Désaffecté depuis fin 1992, l'abattoir de Calais est devenu aujourd'hui, le Channel.
Savez-vous qu'il y a cent quarante ans qu'un abattoir se trouvait à cet endroit, entre les ponts Gambetta et Jourdan ? Sa première pierre fut posée en 1852. De dimensions modestes, la ville commence seulement à se développer, il n'arrive pas à satisfaire la demande. En 1909, le conseil municipal adopte le principe de la construction d'un nouvel abattoir se substituant à l'ancien, au même emplacement, agrandi de terrains communaux disponibles derrière lui.
Emile Salembier, maire de Calais, en confie l'édification à l'architecte Louis Debrouwer, déjà choisi pour l'Hôtel de Ville, la Poste, etc. La superficie de l'ensemble est triplée et englobe trois corps de bâtiments parallèles à la Rivière Neuve, celui du milieu étant réservé au grand hall d'abattage. Il y a aussi un château d'eau de 100 m3, avec élévateur à vent, permettant de recueillir et d'utiliser les eaux de pluie pour le lavage du sol. En 1911, un emprunt d'un million de francs est voté pour couvrir la dépense. Commencés deux ans plus-tard, les travaux sont interrompus par la Grande Guerre.
Ce n'est que le 16 septembre 1928 que le député maire Léon Vincent inaugure le nouvel abattoir, dont on se servait, en fait, depuis deux ans. Une plaque symbolise cette inauguration.
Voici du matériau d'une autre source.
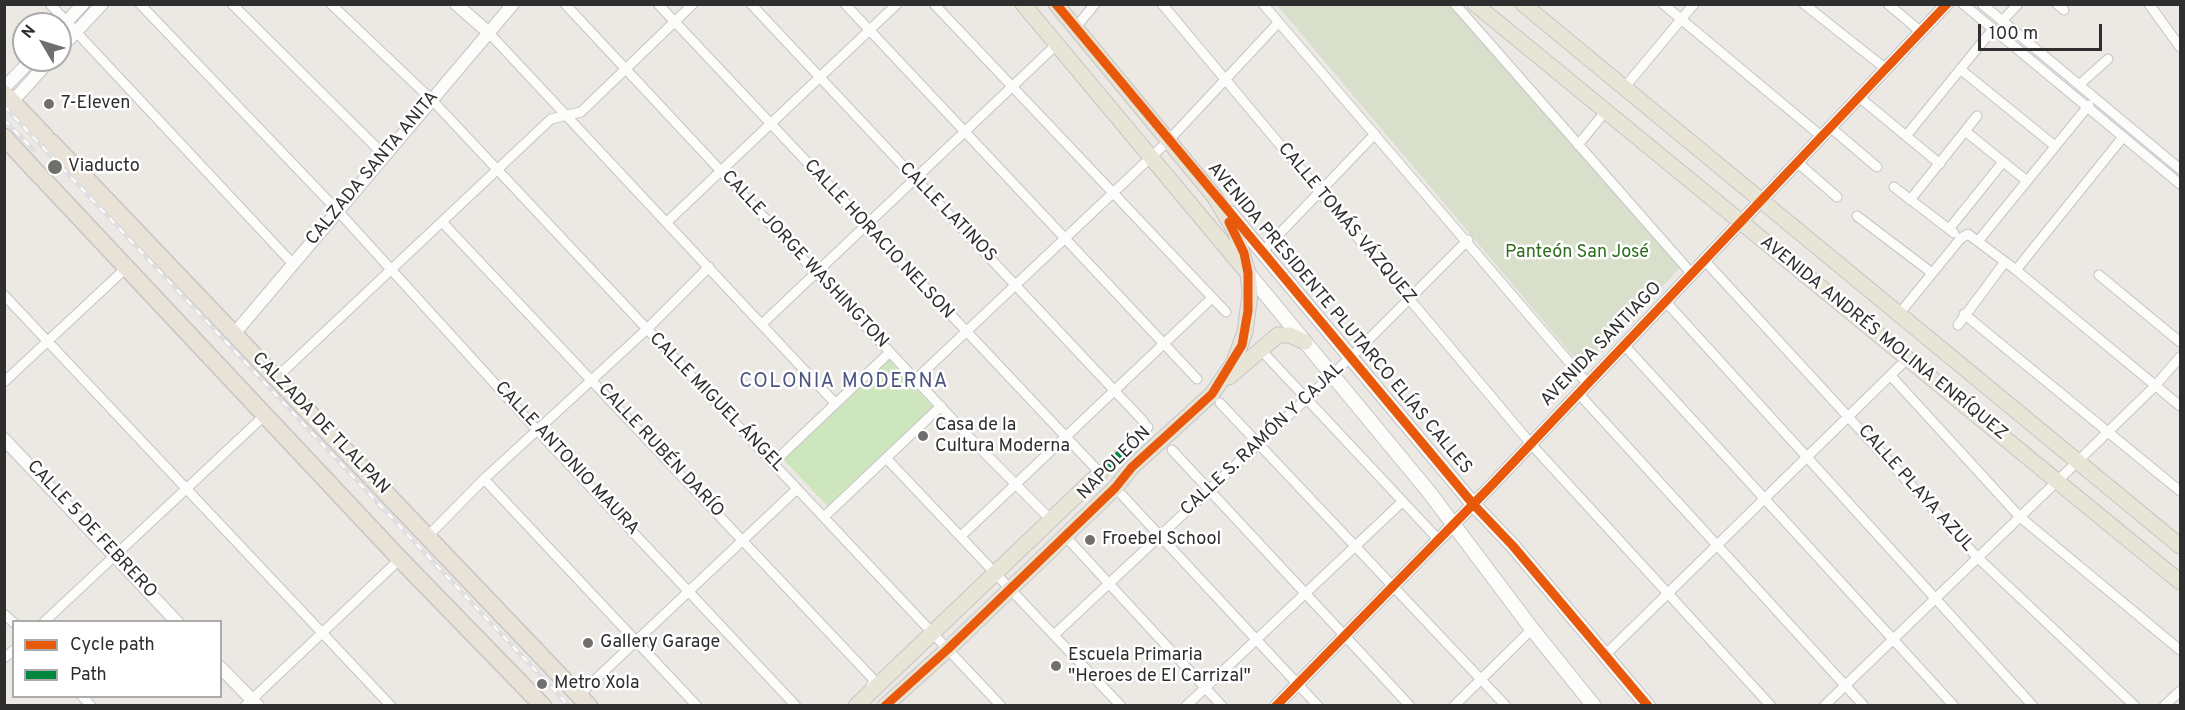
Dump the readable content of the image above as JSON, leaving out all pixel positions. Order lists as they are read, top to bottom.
{
  "streets": {
    "highway": ["CALZADA DE TLALPAN"],
    "main road": ["AVENIDA PRESIDENTE PLUTARCO ELÍAS CALLES", "AVENIDA ANDRÉS MOLINA ENRÍQUEZ", "NAPOLEÓN"],
    "street": [
      "CALZADA SANTA ANITA",
      "CALLE LATINOS",
      "CALLE TOMÁS VÁZQUEZ",
      "CALLE HORACIO NELSON",
      "CALLE JORGE WASHINGTON",
      "AVENIDA SANTIAGO",
      "CALLE MIGUEL ÁNGEL",
      "CALLE S. RAMÓN Y CAJAL",
      "CALLE RUBÉN DARÍO",
      "CALLE ANTONIO MAURA",
      "CALLE PLAYA AZUL",
      "CALLE 5 DE FEBRERO"
    ]
  },
  "crossings": [
    ["CALZADA SANTA ANITA", "CALLE MIGUEL ÁNGEL"],
    ["CALZADA SANTA ANITA", "CALZADA DE TLALPAN"],
    ["CALZADA SANTA ANITA", "CALLE ANTONIO MAURA"],
    ["CALLE LATINOS", "NAPOLEÓN"],
    ["CALLE TOMÁS VÁZQUEZ", "AVENIDA SANTIAGO"],
    ["CALLE TOMÁS VÁZQUEZ", "CALLE S. RAMÓN Y CAJAL"],
    ["CALLE HORACIO NELSON", "NAPOLEÓN"],
    ["AVENIDA PRESIDENTE PLUTARCO ELÍAS CALLES", "AVENIDA SANTIAGO"],
    ["AVENIDA PRESIDENTE PLUTARCO ELÍAS CALLES", "CALLE S. RAMÓN Y CAJAL"],
    ["AVENIDA PRESIDENTE PLUTARCO ELÍAS CALLES", "NAPOLEÓN"],
    ["AVENIDA ANDRÉS MOLINA ENRÍQUEZ", "AVENIDA SANTIAGO"],
    ["AVENIDA SANTIAGO", "CALLE PLAYA AZUL"],
    ["CALLE MIGUEL ÁNGEL", "NAPOLEÓN"]
  ],
  "districts": ["COLONIA MODERNA"],
  "parks": ["Panteón San José"],
  "places": [
    "7-Eleven",
    "Viaducto",
    "Casa de la Cultura Moderna",
    "Froebel School",
    "Gallery Garage",
    "Escuela Primaria \"Heroes de El Carrizal\"",
    "Metro Xola"
  ],
  "legend": ["Cycle path", "Path"],
  "scale_bar": "100 m",
  "north": "top left"
}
Une secone plaque perpétue le souvenir des bouchers, charcutiers et membres du personnel de l'abattoir, tombés au champ d'honneur. Un banquet de cent cinquante couverts à l'Hôtel Continental complète la cérémonie. La même année, Léon Vincent prend un arrêté rendant obligatoire l'abattage au pistolet des chevaux et des boeufs.
Des bombes alliées écrasent l'abattoir en juin 1944, lors de l'opération Fortitude, destinée à tromper les Allemands sur l'emplacement réel du proche débarquement.
Un abattoir provisoire est aménagé près de la place de la Nation, le long du canal. Sur les ruines de l'abattoir, les Anglais constituent un gigantesque dépôt d'essence. Après les travaux de reconstruction, entrepris le 20 avril 1946, les services de l'abattoir regagnent le site du pont Gambetta en 1948. Le vétérinaire-directeur est M. Lajus. A son départ, l'année suivante, Paul George prend la direction. Quand il meurt en 1959, Maurice Lannoy assure la succession.
Reconstruction et modernisation n'excluent pas les difficultés. Elles conduisent, en 1968, à la décision de créer une exploitation rationnelle, confiée à une société d'économie mixte, associant la ville à des professionnels de la viande et des organismes économiques et financiers.
Les choses ne s'arrangent pas pour autant. Les fameuses normes européennes apportent le coup de grâce. En raison d'une non-conformité avec les règles édictées à Bruxelles, les abattages cessent à Calais, à compter du 30 décembre 1992.
Une reconversion provisoire intervient en 1994 avec la mise à disposition des bâtiments aux comédiens, décorateurs, techniciens, etc. travaillant à la création du spectacle urbain marquant l'ouverture du tunnel sous la Manche. Aujourd'hui, l'ex-abattoir sert aux spectacles du Channel.